*DATA FOR REVIEW:*
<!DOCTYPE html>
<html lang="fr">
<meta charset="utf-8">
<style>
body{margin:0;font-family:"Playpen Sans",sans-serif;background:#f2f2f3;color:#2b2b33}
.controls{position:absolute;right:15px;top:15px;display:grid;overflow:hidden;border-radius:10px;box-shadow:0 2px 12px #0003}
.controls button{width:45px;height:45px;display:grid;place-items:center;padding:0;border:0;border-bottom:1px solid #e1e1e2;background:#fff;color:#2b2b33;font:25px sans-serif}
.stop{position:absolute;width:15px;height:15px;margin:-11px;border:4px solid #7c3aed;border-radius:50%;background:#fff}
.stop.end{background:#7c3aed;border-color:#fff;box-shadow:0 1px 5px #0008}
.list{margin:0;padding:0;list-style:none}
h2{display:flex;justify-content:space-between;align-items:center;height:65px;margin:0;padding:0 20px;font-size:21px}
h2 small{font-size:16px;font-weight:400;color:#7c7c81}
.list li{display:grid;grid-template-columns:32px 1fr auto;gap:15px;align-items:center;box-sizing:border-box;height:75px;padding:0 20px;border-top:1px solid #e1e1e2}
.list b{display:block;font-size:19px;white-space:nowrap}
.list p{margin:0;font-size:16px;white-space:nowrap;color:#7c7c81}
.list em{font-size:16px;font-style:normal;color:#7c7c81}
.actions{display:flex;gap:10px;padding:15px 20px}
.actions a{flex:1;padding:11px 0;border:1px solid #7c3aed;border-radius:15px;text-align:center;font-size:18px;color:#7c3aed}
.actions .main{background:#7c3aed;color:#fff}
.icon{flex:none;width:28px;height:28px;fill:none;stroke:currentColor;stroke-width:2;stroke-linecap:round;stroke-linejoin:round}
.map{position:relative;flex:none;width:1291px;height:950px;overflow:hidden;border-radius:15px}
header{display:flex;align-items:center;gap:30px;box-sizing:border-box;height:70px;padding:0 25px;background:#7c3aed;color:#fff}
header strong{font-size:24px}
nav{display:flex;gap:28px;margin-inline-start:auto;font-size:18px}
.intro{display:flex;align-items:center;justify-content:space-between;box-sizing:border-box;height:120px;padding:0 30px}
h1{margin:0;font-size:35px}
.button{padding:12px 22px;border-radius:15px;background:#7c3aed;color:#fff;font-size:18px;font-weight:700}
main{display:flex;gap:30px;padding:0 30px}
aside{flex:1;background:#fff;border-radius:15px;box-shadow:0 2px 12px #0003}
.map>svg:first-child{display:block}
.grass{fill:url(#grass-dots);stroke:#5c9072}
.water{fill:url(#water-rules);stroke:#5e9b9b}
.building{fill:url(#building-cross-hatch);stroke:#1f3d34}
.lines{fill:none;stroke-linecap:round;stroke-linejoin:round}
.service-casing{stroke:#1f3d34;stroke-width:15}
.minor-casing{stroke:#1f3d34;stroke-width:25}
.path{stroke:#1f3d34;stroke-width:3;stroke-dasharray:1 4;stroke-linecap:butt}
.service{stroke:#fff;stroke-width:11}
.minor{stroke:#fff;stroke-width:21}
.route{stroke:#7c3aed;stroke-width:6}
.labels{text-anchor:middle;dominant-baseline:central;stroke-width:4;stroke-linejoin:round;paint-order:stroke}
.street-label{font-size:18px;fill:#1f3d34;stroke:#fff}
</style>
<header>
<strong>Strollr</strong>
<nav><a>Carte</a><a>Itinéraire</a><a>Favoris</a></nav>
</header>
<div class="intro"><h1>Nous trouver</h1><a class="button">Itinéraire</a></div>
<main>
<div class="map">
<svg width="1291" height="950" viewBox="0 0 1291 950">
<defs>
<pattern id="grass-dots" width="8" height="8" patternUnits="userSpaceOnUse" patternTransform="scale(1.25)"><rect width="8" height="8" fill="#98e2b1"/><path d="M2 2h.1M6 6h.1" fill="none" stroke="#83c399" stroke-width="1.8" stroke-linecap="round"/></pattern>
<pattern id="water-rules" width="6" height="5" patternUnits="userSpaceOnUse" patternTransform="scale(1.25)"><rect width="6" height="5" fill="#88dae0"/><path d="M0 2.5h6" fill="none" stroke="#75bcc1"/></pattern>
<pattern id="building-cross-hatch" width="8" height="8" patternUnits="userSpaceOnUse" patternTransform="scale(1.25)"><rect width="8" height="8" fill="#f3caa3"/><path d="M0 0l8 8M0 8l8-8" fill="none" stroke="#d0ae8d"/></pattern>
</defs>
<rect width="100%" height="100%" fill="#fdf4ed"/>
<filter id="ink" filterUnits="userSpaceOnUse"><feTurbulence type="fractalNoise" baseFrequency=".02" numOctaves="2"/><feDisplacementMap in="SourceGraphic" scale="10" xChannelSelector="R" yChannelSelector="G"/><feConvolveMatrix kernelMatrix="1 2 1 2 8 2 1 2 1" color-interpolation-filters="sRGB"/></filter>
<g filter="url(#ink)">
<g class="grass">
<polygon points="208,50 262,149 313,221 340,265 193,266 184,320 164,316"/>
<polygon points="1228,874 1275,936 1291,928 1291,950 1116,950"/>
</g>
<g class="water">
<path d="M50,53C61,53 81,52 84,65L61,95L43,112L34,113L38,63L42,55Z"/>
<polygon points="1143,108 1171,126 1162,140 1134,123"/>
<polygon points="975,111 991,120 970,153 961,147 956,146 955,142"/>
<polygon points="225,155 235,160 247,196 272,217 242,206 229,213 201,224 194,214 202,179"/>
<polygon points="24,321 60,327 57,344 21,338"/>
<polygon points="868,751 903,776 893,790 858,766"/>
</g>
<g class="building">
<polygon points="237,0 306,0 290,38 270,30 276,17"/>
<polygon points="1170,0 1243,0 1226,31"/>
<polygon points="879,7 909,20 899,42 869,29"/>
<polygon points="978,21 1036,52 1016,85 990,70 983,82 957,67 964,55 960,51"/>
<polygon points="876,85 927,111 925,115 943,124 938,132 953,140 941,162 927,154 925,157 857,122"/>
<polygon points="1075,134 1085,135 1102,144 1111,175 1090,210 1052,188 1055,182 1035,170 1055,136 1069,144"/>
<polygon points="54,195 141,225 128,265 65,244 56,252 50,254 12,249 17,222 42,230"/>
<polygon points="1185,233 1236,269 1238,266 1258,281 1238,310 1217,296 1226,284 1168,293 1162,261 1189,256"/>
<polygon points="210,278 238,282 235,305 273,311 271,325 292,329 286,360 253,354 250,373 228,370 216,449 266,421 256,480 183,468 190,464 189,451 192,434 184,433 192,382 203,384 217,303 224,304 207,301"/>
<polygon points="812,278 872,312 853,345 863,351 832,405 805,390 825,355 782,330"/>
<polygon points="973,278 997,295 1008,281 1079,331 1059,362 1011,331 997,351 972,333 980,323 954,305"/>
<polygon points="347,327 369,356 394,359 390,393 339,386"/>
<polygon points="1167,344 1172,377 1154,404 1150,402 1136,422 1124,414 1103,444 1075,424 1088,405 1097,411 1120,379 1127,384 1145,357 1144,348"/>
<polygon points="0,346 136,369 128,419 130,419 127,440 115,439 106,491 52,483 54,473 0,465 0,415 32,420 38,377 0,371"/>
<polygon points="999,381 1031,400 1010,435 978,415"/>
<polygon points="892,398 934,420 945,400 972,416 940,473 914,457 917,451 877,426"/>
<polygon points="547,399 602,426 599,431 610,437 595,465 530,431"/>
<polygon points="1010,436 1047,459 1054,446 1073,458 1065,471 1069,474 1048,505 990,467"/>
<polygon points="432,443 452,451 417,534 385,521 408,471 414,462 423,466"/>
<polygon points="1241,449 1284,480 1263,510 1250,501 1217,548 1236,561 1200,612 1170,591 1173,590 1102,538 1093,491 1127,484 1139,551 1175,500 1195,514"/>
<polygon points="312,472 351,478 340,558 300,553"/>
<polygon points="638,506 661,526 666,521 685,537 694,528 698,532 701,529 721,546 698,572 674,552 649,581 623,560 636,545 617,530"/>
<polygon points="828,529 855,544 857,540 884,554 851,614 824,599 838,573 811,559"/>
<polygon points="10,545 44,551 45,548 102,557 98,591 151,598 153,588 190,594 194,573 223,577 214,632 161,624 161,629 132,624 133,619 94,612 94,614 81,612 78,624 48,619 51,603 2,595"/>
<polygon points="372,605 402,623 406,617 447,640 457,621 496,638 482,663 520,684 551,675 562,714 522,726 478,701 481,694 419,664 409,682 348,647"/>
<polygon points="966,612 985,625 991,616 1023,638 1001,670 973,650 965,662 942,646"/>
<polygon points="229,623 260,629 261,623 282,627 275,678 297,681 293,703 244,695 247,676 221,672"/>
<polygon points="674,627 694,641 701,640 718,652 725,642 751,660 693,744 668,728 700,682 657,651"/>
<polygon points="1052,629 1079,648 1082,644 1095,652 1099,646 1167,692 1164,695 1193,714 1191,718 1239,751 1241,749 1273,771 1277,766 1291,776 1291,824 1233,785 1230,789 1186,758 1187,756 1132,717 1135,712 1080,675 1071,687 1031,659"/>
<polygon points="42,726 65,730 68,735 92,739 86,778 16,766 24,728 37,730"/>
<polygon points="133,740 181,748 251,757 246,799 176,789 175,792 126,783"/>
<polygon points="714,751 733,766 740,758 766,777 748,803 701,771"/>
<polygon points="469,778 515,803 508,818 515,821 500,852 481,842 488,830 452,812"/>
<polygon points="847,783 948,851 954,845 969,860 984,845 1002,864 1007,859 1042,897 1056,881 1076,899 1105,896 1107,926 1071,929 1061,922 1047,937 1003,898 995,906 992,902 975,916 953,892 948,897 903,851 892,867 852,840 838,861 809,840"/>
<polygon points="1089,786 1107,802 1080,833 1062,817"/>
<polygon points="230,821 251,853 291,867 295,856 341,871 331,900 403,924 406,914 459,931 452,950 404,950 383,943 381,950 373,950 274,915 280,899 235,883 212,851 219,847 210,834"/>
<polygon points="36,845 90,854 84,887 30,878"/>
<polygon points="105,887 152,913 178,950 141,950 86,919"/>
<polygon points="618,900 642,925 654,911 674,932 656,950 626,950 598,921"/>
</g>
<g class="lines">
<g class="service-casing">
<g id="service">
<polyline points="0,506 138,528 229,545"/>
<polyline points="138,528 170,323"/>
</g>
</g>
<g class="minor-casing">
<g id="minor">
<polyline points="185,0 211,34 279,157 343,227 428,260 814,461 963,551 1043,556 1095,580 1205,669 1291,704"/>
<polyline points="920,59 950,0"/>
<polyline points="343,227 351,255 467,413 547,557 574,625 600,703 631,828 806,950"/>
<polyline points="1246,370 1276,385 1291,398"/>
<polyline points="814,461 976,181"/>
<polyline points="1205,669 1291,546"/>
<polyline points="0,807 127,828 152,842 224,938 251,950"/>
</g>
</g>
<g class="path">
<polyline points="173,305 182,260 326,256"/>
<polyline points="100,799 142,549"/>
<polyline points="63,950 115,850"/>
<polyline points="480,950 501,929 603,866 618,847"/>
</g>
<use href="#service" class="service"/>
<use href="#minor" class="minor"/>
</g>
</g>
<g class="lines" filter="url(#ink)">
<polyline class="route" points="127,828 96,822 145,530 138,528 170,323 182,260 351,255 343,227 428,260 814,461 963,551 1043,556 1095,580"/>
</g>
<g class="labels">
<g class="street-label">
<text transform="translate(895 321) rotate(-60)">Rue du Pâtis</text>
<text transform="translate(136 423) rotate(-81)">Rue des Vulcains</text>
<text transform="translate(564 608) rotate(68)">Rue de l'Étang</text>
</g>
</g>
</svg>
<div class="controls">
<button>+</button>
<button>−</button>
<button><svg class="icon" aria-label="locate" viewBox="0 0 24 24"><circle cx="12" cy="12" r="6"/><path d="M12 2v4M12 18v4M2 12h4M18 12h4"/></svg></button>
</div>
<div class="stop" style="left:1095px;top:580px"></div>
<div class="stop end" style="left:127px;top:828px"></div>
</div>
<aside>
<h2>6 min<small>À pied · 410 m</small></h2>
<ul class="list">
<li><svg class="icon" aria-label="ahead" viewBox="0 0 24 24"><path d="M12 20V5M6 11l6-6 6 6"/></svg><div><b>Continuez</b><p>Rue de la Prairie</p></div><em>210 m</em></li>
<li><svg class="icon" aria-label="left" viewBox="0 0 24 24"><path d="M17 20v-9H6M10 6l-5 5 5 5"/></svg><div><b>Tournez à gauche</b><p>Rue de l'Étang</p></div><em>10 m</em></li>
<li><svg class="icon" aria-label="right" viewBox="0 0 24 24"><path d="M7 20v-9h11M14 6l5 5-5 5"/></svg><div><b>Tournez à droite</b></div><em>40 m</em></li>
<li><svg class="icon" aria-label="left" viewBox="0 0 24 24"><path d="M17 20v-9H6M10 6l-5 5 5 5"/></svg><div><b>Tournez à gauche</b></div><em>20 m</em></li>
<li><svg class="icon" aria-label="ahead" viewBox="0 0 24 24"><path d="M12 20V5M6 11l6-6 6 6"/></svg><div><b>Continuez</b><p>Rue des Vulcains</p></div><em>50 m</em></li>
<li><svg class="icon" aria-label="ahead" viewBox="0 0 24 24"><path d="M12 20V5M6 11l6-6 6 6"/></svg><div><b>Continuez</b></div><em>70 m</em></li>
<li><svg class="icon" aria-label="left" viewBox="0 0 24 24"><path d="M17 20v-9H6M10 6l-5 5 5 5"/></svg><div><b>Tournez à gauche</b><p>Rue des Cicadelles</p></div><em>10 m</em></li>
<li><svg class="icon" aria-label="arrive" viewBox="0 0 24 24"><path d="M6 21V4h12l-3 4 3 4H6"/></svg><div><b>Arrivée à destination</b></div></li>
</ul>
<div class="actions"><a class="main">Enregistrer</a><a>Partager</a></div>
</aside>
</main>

*EXERCISE DETAILS:* From the records above, return each line where "radius" occurs.

*RESULT OF THIS EXERCISE:*
.controls{position:absolute;right:15px;top:15px;display:grid;overflow:hidden;border-radius:10px;box-shadow:0 2px 12px #0003}
.stop{position:absolute;width:15px;height:15px;margin:-11px;border:4px solid #7c3aed;border-radius:50%;background:#fff}
.actions a{flex:1;padding:11px 0;border:1px solid #7c3aed;border-radius:15px;text-align:center;font-size:18px;color:#7c3aed}
.map{position:relative;flex:none;width:1291px;height:950px;overflow:hidden;border-radius:15px}
.button{padding:12px 22px;border-radius:15px;background:#7c3aed;color:#fff;font-size:18px;font-weight:700}
aside{flex:1;background:#fff;border-radius:15px;box-shadow:0 2px 12px #0003}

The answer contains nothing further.